The Rev. Robert Schuller, concerned that the largest opposition group in South Africa has been infiltrated by "violent elements," has blocked a speech by the group's secretary general at the television evangelist's Crystal Cathedral in Garden Grove.
Alfred Nzo, a leader of the African National Congress, the oldest multiracial organization opposing white rule in South Africa, had been scheduled to deliver the keynote address June 18 at the annual meeting of the Reformed Church in America.
All sessions of the denomination's meeting, including the keynote address, were to be held in the arboretum of the 10,000-member Crystal Cathedral. Two weeks ago, according to E. Wayne Antworth, who is director of communications for the Reformed Church in America, the church leadership was informed that Nzo would not be permitted to speak at the Crystal Cathedral because the appearance "could be detrimental to their (Schuller's) ministry."
The ANC, outlawed in 1960, has become increasingly militant. Its guerrillas have doubled their attacks in the last 18 months so there are now two or three a week, according to both ANC and police sources. In response, South African troops and warplanes attacked alleged ANC guerrilla facilities in three neighboring countries on May 21, saying that it was acting against terrorism.
In the face of Schuller's decision, the General Synod's executive committee approved what it called a "compromise," scheduling Nzo's speech for the nearby Doubletree Hotel.
"But the committee reaffirmed unanimously their commitment to hear a representative of the ANC," Antworth said. "This is a change in location but not a change in agenda."
About 275 representatives of the 350,000-member denomination will be meeting on the West Coast for the first time, from June 14-20. The delegates represent nearly 1,000 congregations in the United States and Canada.
In a prepared statement explaining his concerns, Schuller, whose "Hour of Power" television show is broadcast across the country, said: "It is unfortunate that the African National Congress has in recent years been infiltrated by violent elements. The anti-apartheid position of the South African churches would be more appropriately represented by a distinguished nonviolent church leader such as (Anglican) Archbishop-elect Desmond Tutu. For my part, I deplore the violence of apartheid and the violence of revolution."
In the statement, in which he did not explain what he meant by violent elements, Schuller noted that last year he had presented an award to Tutu from a California foundation.
Both Tutu and the Rev. Allen Boesak, president of the World Alliance of Reformed Churches, have addressed gatherings of the Reformed Church in America, and, according to Antworth, it was "at the suggestion of and with encouragement from" Tutu that a representative of the ANC be invited to address this year's meeting.

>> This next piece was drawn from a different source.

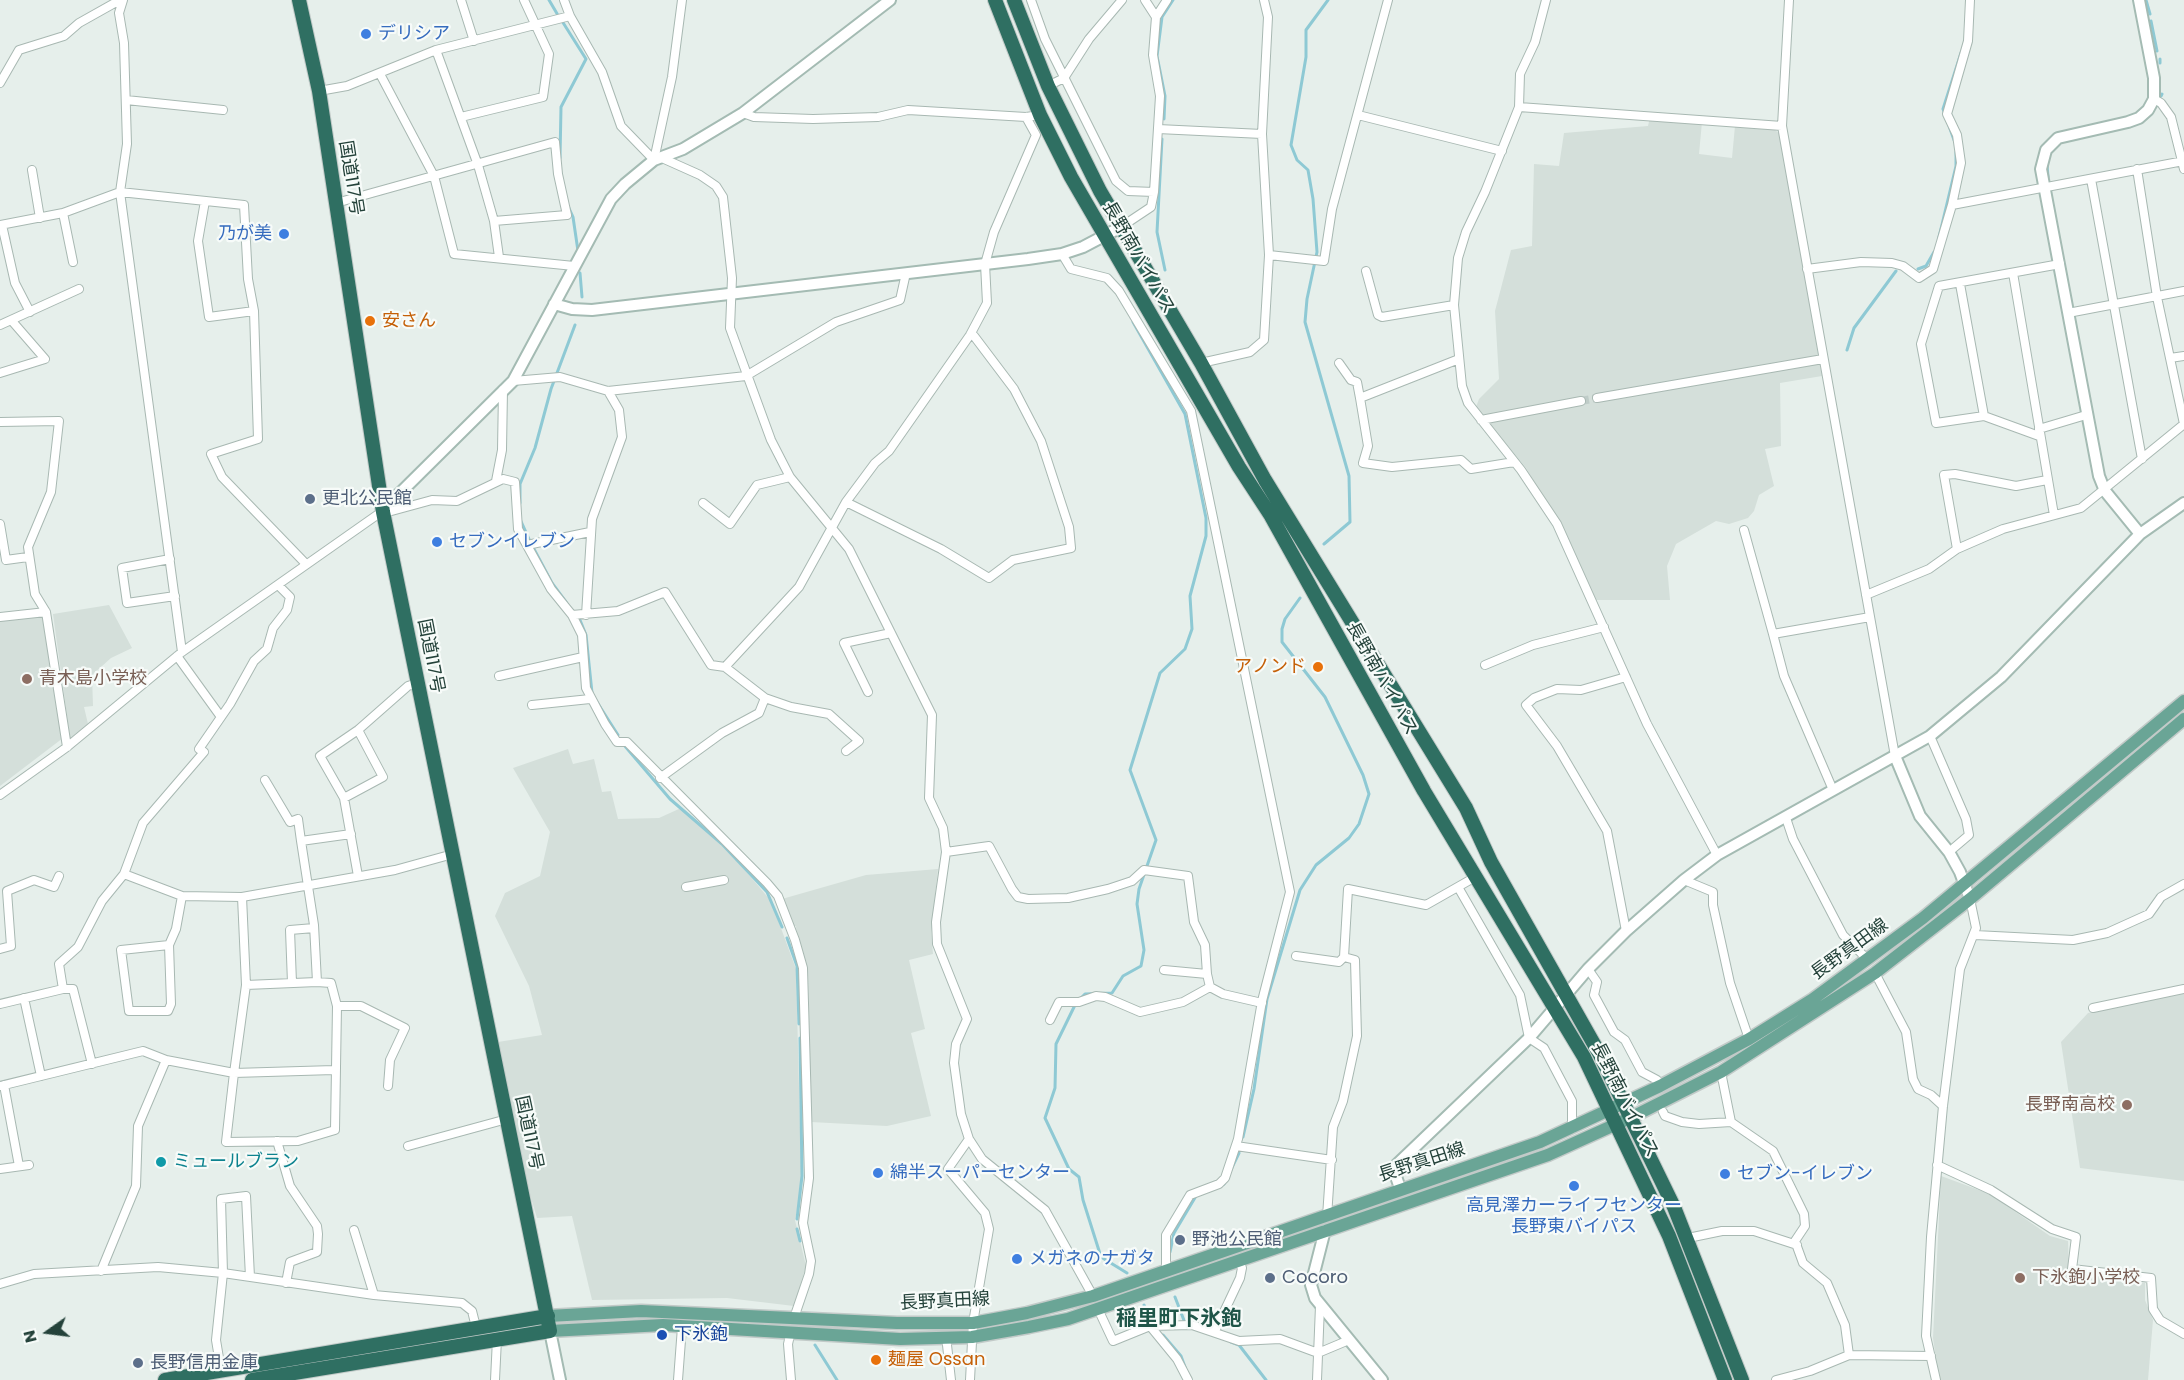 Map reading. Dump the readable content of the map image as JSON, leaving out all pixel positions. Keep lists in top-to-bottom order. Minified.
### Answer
{"streets":{"highway":["国道117号","長野南バイパス"],"main road":["長野真田線"]},"crossings":[["国道117号","長野真田線"],["長野南バイパス","長野真田線"]],"districts":["稲里町下氷鉋"],"places":["デリシア","乃が美","安さん","更北公民館","セブンイレブン","アノンド","青木島小学校","長野南高校","ミュールブラン","綿半スーパーセンター","セブン-イレブン","高見澤カーライフセンター 長野東バイパス","野池公民館","メガネのナガタ","Cocoro","下氷鉋小学校","下氷鉋","麺屋 Ossan","長野信用金庫"],"north":"left"}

The keynote address to the General Synod, generally reserved for heads of state, was to be given by Oliver Tambo, president of the ANC, which the church considered South Africa's "government in exile."
Boesak, himself a leader in nonviolent anti-apartheid activities in South Africa, wrote to the head of the American affiliate, saying: "I have heard of your invitation to Oliver Tambo to speak at your General Synod, and I'm writing to commend you for your courageous action.
"It is also important that the churches should put directly to the African National Congress all those questions they experience as deeply disturbing and painful, but this is the kind of dialogue I believe is most meaningful.,"
After accepting the invitation, however, Tambo had to withdraw in order to attend a Paris meeting of the United Nations International Labor Organization. Nzo, a former health worker now responsible for the ANC's day-to-day affairs, was invited in his place.
The relationship between the Reformed Church in America and its counterpart in South Africa is a particularly sensitive issue.
"It's a delicate matter," said Dr. Harold Englund, executive director of church relations for Robert Schuller Ministries.
Both Reform churches trace their lineage to the Netherlands in the early 1600s. In South Africa, the white branch of the church has continued to provide the theological underpinning for racial segregation. In 1982, the American church broke relations with the all-white Nederduitsch Gereformeerde Kerk, while retaining ties to black and "colored" South African branches.
According to Englund, Schuller has been invited to visit South Africa by church leaders for the last 15 years, "but never wanted to go because he didn't want to appear supportive of apartheid."
In the prepared statement, Schuller announced that he plans to go to South Africa later this summer "to conduct seminars for pastors and key laymen of all races in Johannesburg and Cape Town" at the invitation of a multiracial church service organization.